3. Aux termes de l'article 890 du code des impôts de la Nouvelle-Calédonie : " Le cahier des charges, approuvé par le conseil municipal de la commune d'implantation d'un établissement de jeux de hasard régulièrement autorisé, peut comporter une clause instituant au profit de ladite commune un prélèvement sur le produit des jeux au maximum égal à 10 % de la même base que le prélèvement opéré au profit de la Nouvelle-Calédonie avec abattement à la base de 30 %. Le prélèvement est liquidé et contrôlé, sur une déclaration fournie et certifiée par l'administration fiscale, selon les mêmes procédures que la taxe territoriale. Il est recouvré par le comptable de la commune ".
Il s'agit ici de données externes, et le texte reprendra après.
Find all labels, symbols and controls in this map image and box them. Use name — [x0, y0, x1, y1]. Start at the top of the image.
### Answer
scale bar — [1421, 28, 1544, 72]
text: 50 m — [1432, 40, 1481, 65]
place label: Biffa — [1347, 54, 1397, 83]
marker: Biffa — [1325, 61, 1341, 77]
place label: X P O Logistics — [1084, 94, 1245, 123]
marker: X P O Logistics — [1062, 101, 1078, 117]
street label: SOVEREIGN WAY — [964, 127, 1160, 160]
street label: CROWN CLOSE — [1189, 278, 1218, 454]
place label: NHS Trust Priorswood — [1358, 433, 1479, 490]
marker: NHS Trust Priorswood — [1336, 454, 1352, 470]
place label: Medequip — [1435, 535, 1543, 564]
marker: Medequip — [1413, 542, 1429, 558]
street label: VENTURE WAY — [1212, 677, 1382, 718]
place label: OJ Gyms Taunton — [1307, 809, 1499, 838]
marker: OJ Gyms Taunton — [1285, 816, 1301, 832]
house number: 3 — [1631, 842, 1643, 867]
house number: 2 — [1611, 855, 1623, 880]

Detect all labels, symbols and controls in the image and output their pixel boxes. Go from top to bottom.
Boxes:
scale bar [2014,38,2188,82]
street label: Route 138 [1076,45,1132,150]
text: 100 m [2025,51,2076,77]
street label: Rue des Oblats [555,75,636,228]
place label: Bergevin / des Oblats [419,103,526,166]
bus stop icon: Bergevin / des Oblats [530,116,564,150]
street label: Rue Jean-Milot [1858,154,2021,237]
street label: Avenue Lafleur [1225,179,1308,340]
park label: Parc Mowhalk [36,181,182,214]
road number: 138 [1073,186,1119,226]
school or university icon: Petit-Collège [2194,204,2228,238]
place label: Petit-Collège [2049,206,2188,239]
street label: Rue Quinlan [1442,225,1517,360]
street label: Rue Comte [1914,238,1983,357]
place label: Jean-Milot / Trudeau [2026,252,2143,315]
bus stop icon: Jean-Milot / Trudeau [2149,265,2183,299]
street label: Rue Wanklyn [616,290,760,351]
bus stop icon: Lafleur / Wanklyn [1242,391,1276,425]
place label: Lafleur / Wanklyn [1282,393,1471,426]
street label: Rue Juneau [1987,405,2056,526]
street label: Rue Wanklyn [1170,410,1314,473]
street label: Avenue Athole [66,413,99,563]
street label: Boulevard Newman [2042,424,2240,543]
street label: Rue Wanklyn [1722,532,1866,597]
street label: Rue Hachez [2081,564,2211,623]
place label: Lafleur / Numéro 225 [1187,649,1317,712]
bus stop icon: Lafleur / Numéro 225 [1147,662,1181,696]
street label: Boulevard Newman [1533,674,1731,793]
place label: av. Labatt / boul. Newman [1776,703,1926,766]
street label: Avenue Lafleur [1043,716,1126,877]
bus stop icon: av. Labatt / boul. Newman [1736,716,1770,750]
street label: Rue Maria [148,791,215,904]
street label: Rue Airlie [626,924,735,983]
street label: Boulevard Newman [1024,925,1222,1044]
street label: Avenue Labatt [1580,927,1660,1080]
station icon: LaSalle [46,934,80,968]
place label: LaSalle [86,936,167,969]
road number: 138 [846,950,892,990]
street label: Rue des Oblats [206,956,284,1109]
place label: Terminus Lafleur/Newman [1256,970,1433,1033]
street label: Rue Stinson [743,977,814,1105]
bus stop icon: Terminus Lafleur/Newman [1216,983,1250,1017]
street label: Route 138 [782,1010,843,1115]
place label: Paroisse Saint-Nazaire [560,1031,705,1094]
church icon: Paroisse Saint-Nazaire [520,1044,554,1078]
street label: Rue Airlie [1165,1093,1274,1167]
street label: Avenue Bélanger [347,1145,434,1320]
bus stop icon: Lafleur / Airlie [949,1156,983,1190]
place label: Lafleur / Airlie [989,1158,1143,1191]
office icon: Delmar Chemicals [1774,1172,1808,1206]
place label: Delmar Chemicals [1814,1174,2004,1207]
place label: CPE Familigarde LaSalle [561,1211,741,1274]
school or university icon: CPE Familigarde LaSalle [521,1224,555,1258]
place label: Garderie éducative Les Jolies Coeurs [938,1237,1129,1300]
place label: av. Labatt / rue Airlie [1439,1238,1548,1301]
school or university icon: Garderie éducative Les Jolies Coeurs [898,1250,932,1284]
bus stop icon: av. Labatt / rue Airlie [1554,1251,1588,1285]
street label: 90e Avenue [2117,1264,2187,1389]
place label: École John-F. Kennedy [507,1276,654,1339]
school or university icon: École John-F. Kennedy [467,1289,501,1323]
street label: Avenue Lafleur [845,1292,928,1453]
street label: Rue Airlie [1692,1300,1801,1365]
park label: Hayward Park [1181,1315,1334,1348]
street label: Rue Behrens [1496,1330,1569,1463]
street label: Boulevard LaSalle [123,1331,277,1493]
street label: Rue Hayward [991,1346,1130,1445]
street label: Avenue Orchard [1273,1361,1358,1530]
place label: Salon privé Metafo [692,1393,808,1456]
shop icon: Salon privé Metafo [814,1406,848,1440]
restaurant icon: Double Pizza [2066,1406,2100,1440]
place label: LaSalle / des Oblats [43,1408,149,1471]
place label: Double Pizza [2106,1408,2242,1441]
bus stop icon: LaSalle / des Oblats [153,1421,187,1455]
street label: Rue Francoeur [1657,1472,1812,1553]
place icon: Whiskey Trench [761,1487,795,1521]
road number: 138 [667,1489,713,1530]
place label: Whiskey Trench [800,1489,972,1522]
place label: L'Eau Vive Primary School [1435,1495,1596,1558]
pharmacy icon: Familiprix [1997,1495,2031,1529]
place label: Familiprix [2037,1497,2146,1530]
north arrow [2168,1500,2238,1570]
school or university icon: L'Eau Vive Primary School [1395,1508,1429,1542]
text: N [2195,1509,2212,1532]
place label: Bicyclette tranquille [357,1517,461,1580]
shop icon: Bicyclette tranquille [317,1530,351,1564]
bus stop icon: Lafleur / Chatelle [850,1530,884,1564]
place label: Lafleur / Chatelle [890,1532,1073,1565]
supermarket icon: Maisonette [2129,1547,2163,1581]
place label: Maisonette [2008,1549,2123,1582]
4. Le prélèvement de 10 % auquel la société requérante a été soumise a été assis sur le produit brut des jeux avec un abattement forfaitaire à la base de 30 %. La société requérante fait valoir que, contrairement à ce qu'ont estimé les premiers juges, les impositions litigieuses procèdent de cahiers des charges aux termes desquels " le Casino verse à la commune un prélèvement sur le produit des jeux égal à 10% ayant la même base que le prélèvement opéré au profit du Territoire avec abattement à la base de 30 % ". Elle en déduit que le prélèvement, aux termes même des cahiers des charges, ne peut être égal à 10 % du produit brut des jeux, diminué d'un abattement au taux de 30 %, mais doit être établi sur la base du produit net des jeux avec abattement à la base de 30 %. Elle fait également valoir que l'établissement du prélèvement en cause sur la base du produit brut avec un abattement de 30 % est en tout état de cause contraire aux dispositions précitées de l'article 890 du code des impôts de la Nouvelle-Calédonie qui instituerait, au profit de la commune, un prélèvement sur le produit net des jeux.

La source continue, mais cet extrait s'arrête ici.